Relier les terrils entre eux
Micheline et Francis venaient de parcourir la chaîne des terrils de Dampremy-La Docherie (Piges, St-Théodore-Bayemont) quand l’idée leur est venue de relier tous les terrils par un cheminement. «Deux années durant, nous avons veillé à réactiver les sentiers existants, créé des liaisons qui n’existaient pas, longuement parlé avec les riverains. Des heures et des heures passées à faucher, tailler, débroussailler, en observant comment les riverains allaient utiliser ces sentiers». Convaincue de l’importance du GR412 dans le renouveau de Charleroi, Micheline, déjà baliseuse pour les Sentiers de Grande Randonnée, propose à Lucien Antoine, délégué des GR pour le Hainaut, que le tracé qu’ils viennent d’ouvrir sur la chaîne des terrils et relié au centre-ville rejoigne celui du Martinet traversant le parc de Monceau. «Comme il était partant, nous avons cherché à goupiller un cheminement en restant le plus longtemps possible en site propre», se souvient-elle. «Finalement, nous avons obtenu les autorisations de baliser en GR via Martine Piret de la Direction de l’Aménagement et du Développement Urbains. Ce travail se fit sans le moindre budget, ni subside, mais nous avons pu bénéficier d’un sacré soutien de la part des autorités carolos.»

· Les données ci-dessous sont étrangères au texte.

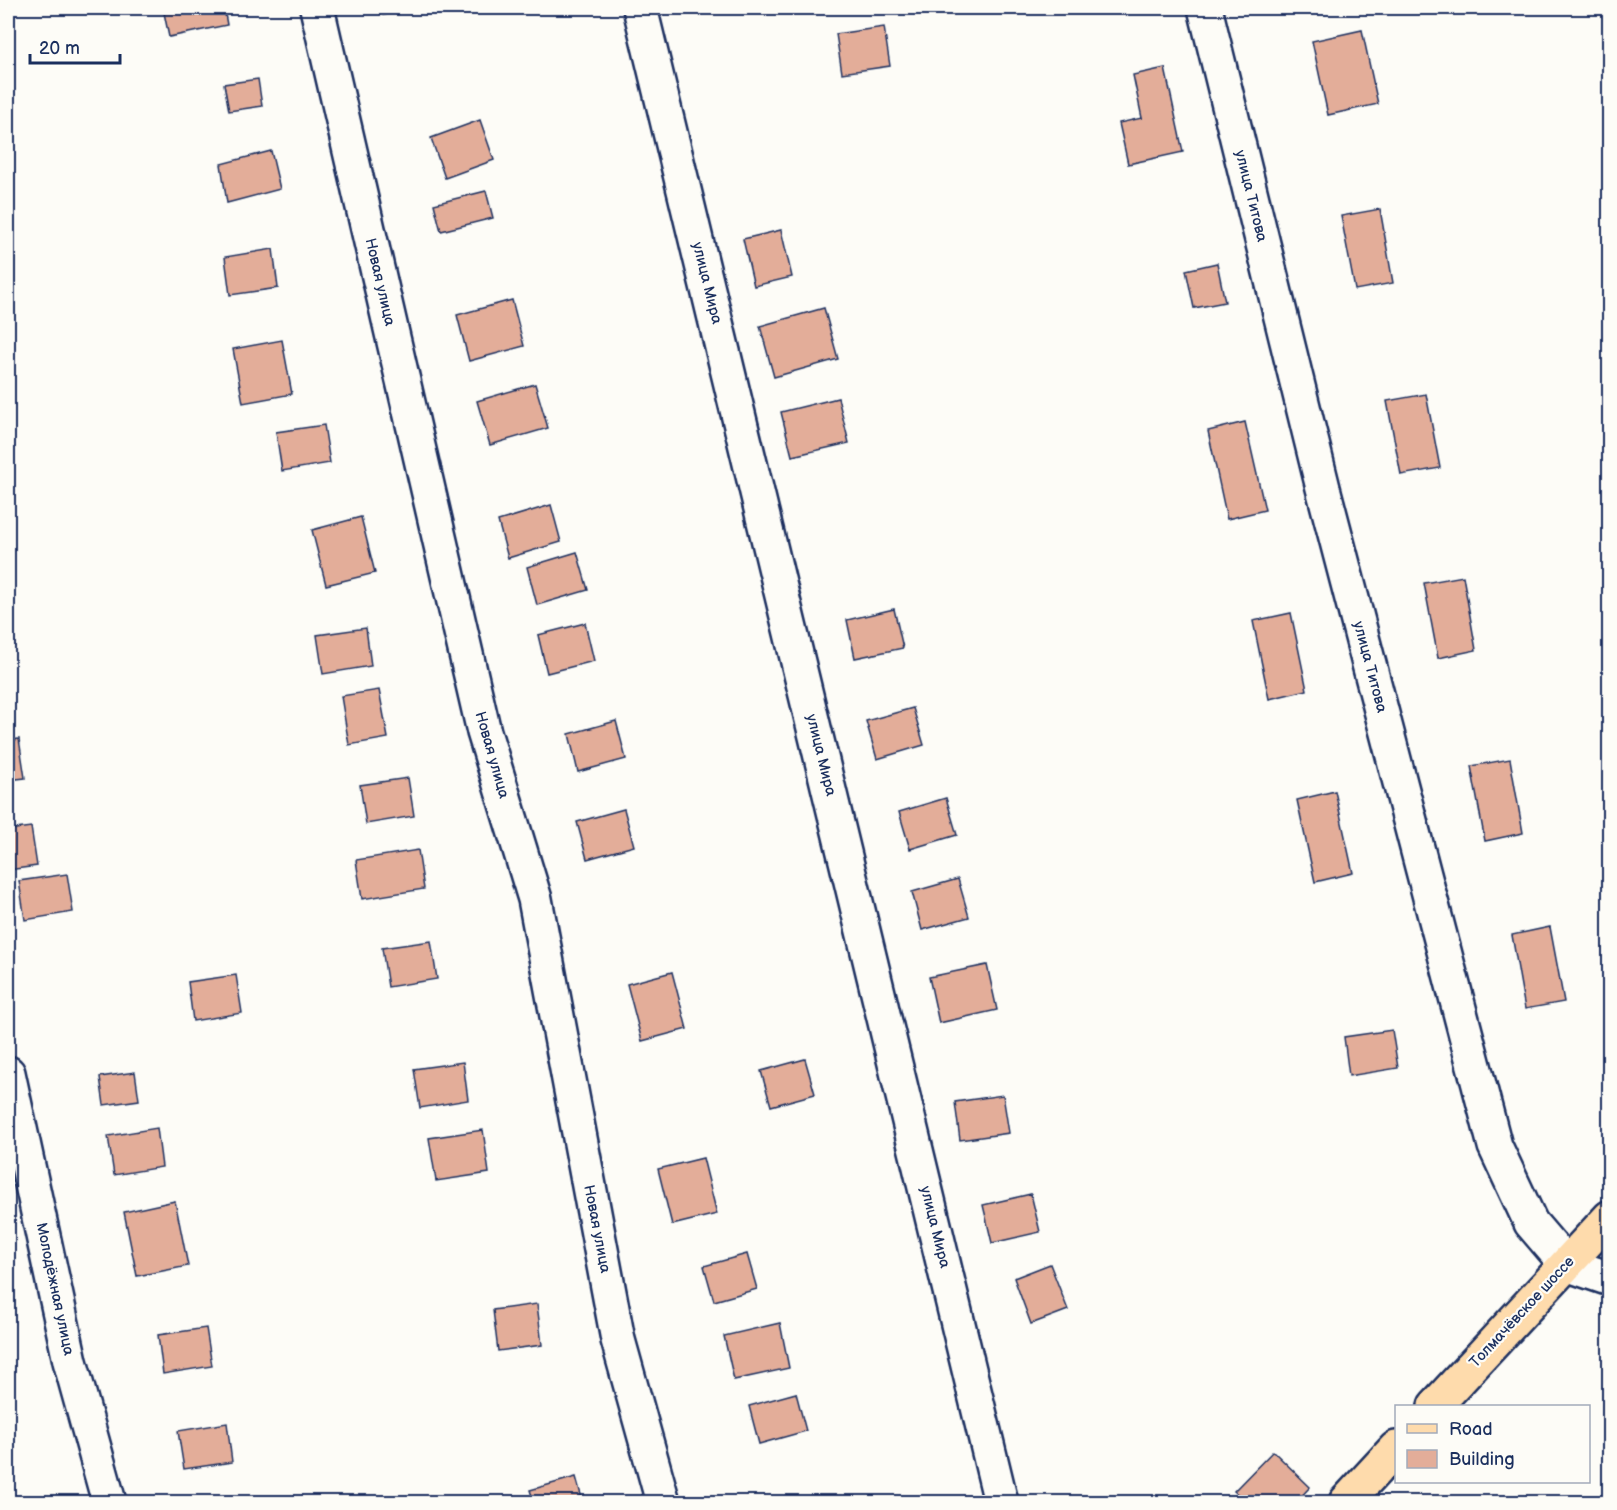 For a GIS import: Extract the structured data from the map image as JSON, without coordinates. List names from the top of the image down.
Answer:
{
  "streets": {
    "main road": ["Толмачёвское шоссе"],
    "street": [
      "улица Титова",
      "Новая улица",
      "улица Мира",
      "Молодёжная улица"
    ]
  },
  "crossings": [
    ["улица Титова", "Толмачёвское шоссе"]
  ],
  "legend": ["Road", "Building"],
  "scale_bar": "20 m"
} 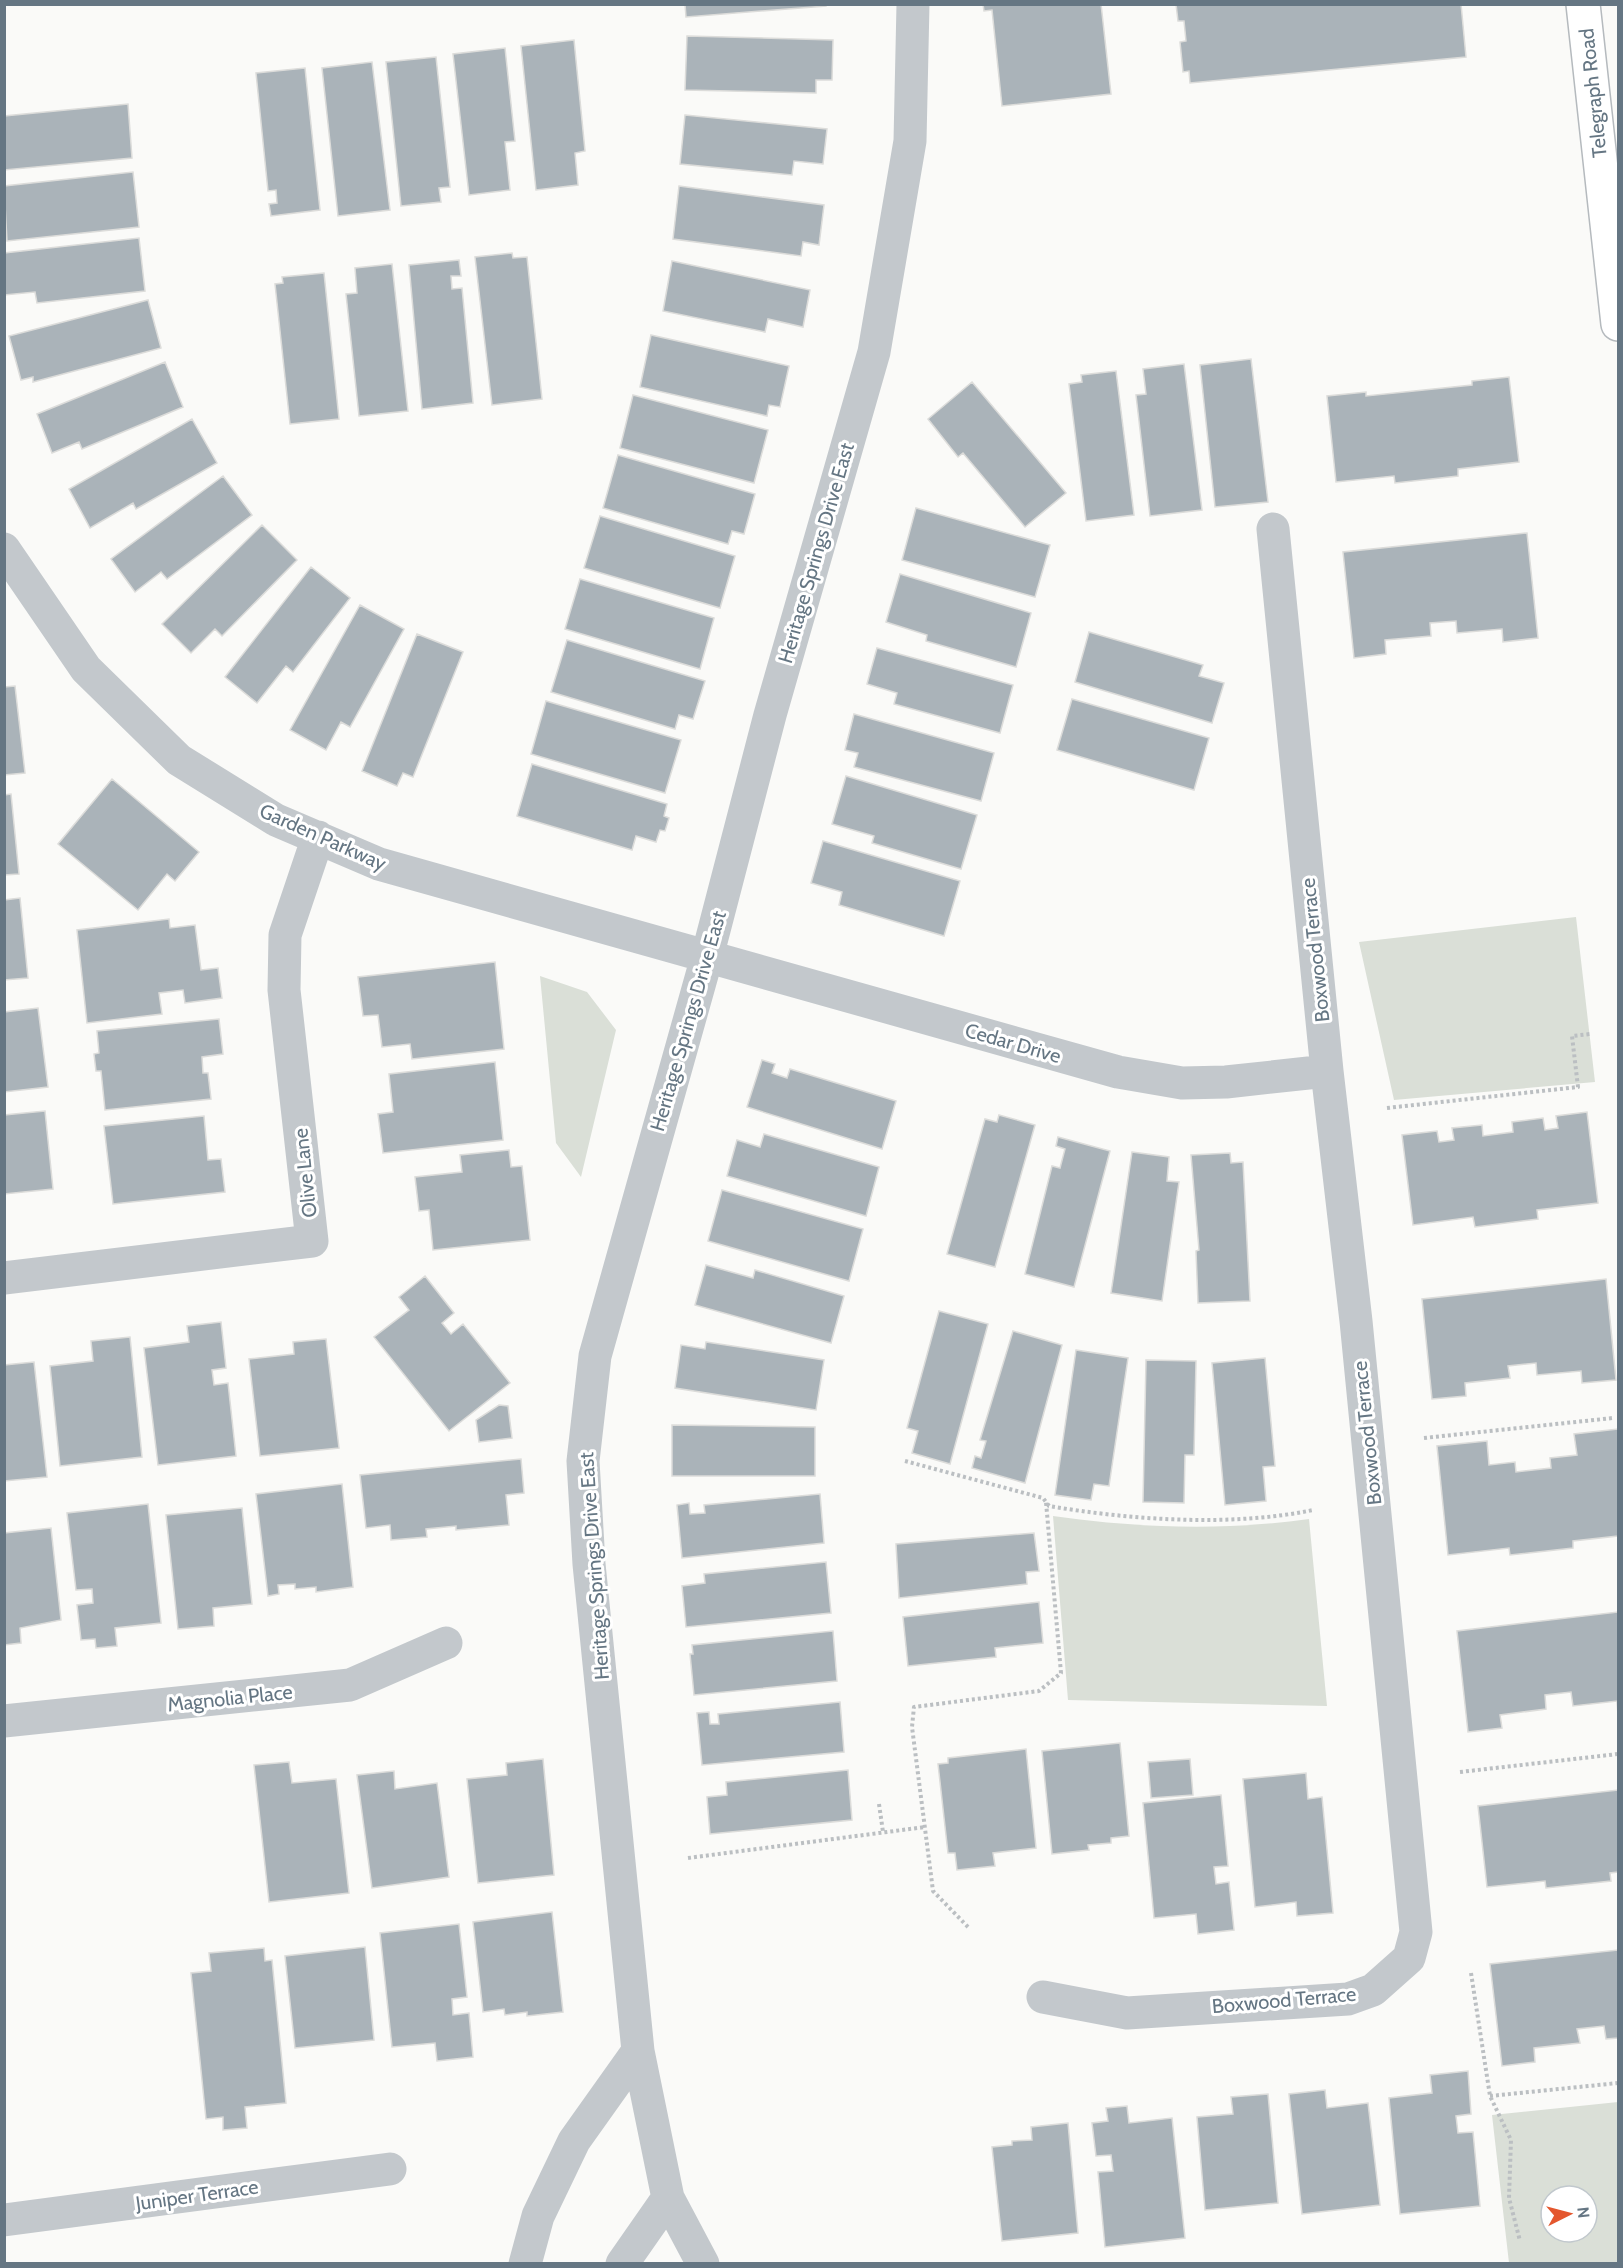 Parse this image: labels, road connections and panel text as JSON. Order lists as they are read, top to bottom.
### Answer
{
  "streets": {
    "main road": ["Telegraph Road"],
    "street": [
      "Heritage Springs Drive East",
      "Garden Parkway",
      "Boxwood Terrace",
      "Cedar Drive",
      "Olive Lane",
      "Magnolia Place",
      "Juniper Terrace"
    ]
  },
  "crossings": [
    ["Heritage Springs Drive East", "Garden Parkway"],
    ["Heritage Springs Drive East", "Cedar Drive"],
    ["Garden Parkway", "Cedar Drive"],
    ["Garden Parkway", "Olive Lane"],
    ["Boxwood Terrace", "Cedar Drive"]
  ],
  "north": "right"
}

Le moteur de Micheline et Francis ? L’envie de (re)découvrir et valoriser ce parc naturel pour qu’un maximum de gens puissent en profiter. Ils aimeraient faciliter l’accès à cette chaîne des terrils et à ses paysages à partir de la gare de Charleroi-Sud en demandant une passerelle à hauteur de la confluence entre la Sambre et le canal Charleroi-Bruxelles ; ce qui relierait par ailleurs les circuits RAVeL. Tout comme lorsqu’ils faisaient de la musique, ce projet permet aussi à ces insatiables explorateurs de multiplier les rencontres et de se frotter à d’autres univers. «Nous sommes toujours partants pour des collaborations artistiques. Quand le collectif d’HOTEL CHARLEROI nous a contacté pour inclure nos morceaux dans le cadre de leur projet, nous n’avons pas hésité. Et lorsque l’édition suivante a pris place à Marchienne, nous nous sommes proposés pour guider une marche reliant les interventions artistiques. C’est à cette occasion que nous avons rencontré l’équipe de l’Eden avec qui, très vite, le courant est bien passé.»
L’âme du Pays Noir
Si bien qu’en 2014 et en 2015 à l’occasion des Fêtes de Wallonie, Micheline et Francis guidaient l’exploration urbaine Su lès tèris, sintèz come èm’ keûr bat organisée par le Centre Culturel. Et qu’en 2016, une carte reprenant les informations topographiques de cette boucle additionnelle au GR412, les installations artistiques pérennes et points remarquables qui la composent, est publiée et distribuée depuis à l’Eden et à la Maison du Tourisme. «C’est dans ce cadre-là qu’on a choisi de renommer le circuit Collines vertes du Pays Noir (appellation initialement choisie par les SGR) en Boucle Noire, plus percutant !», précisent les concepteurs. «On pensait qu’après, cette rando pouvant désormais être parcourue individuellement tout au long de l’année, on passerait à autre chose mais on n’y parvient pas… Contribuer à la renommée de la Boucle Noire et la préserver impliquent d’entretenir le balisage qui est régulièrement vandalisé, de demander l’enlèvement des incessants dépôts clandestins jusqu’à ce que les autorités adoptent des mesures structurelles, de répondre comme il se doit aux demandes fréquentes des journalistes, étudiants, touristes…»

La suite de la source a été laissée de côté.